* [Work to complete]
Quote, word for word, every line starting at the line that contains "Task: Convert the" and ending with the last line of the records; include both of these lines and no others.

────────────────────

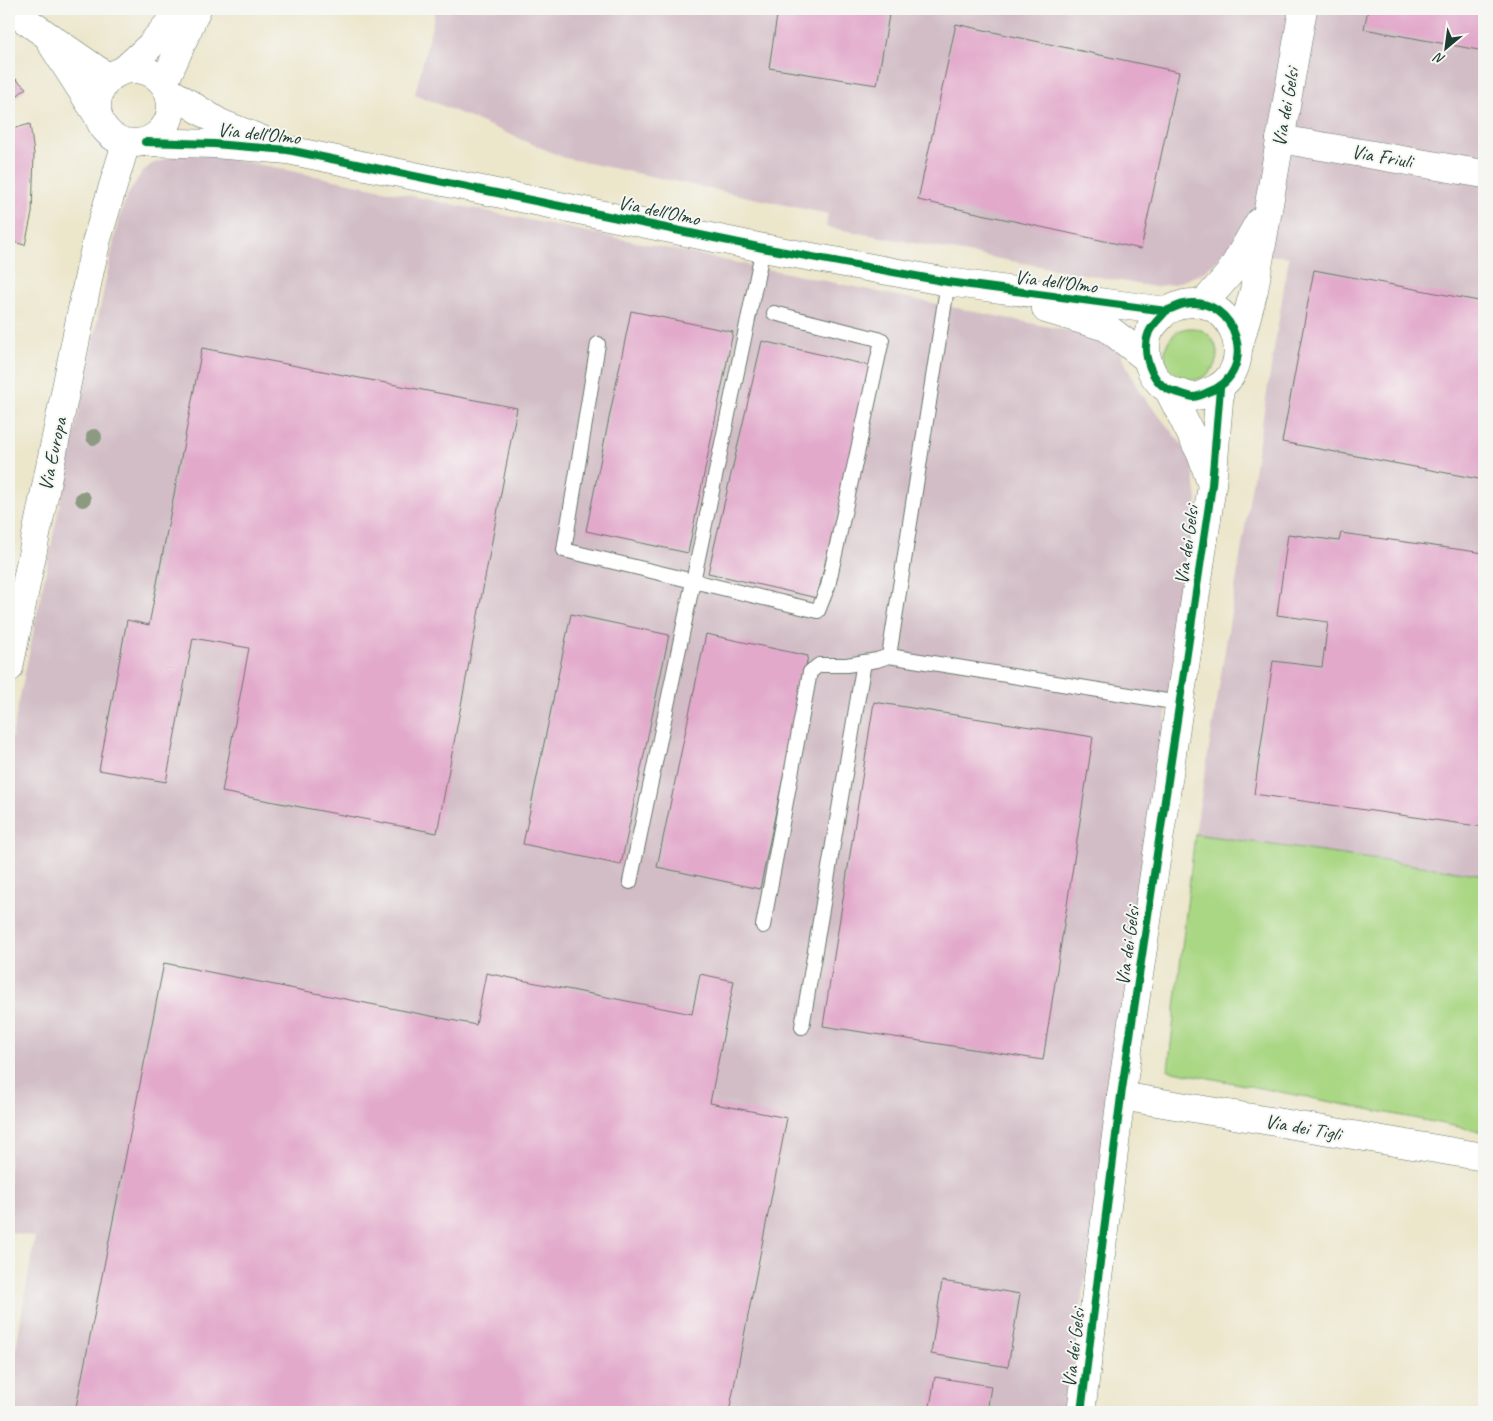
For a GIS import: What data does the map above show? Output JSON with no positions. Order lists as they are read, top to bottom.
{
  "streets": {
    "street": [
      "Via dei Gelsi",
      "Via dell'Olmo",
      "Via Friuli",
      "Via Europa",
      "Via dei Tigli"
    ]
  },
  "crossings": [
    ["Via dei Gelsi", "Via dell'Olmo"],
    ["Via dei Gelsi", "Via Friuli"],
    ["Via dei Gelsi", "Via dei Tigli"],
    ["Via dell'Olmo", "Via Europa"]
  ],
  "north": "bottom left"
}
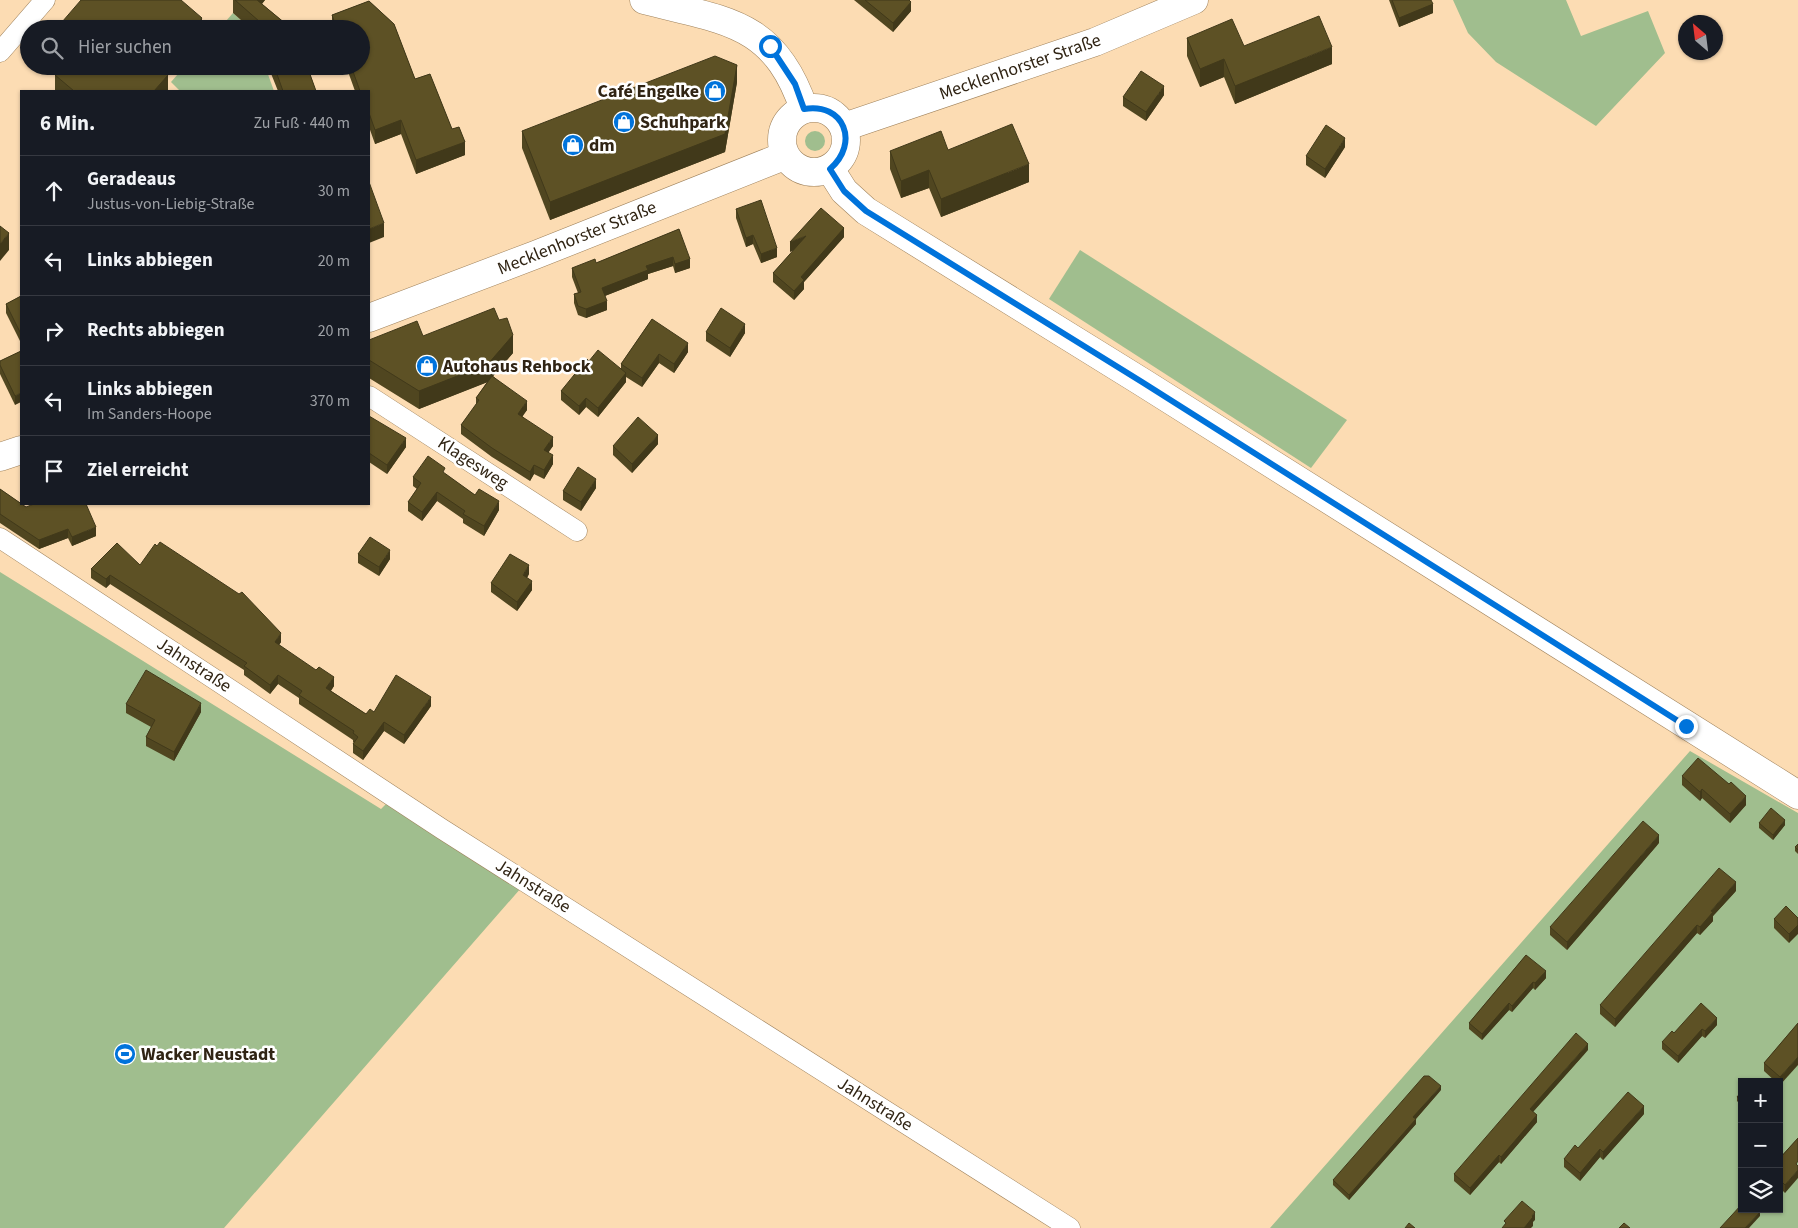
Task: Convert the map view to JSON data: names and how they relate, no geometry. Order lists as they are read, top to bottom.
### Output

────────────────────

* [Task response]
Task: Convert the map view to JSON data: names and how they relate, no geometry. Order lists as they are read, top to bottom.
### Output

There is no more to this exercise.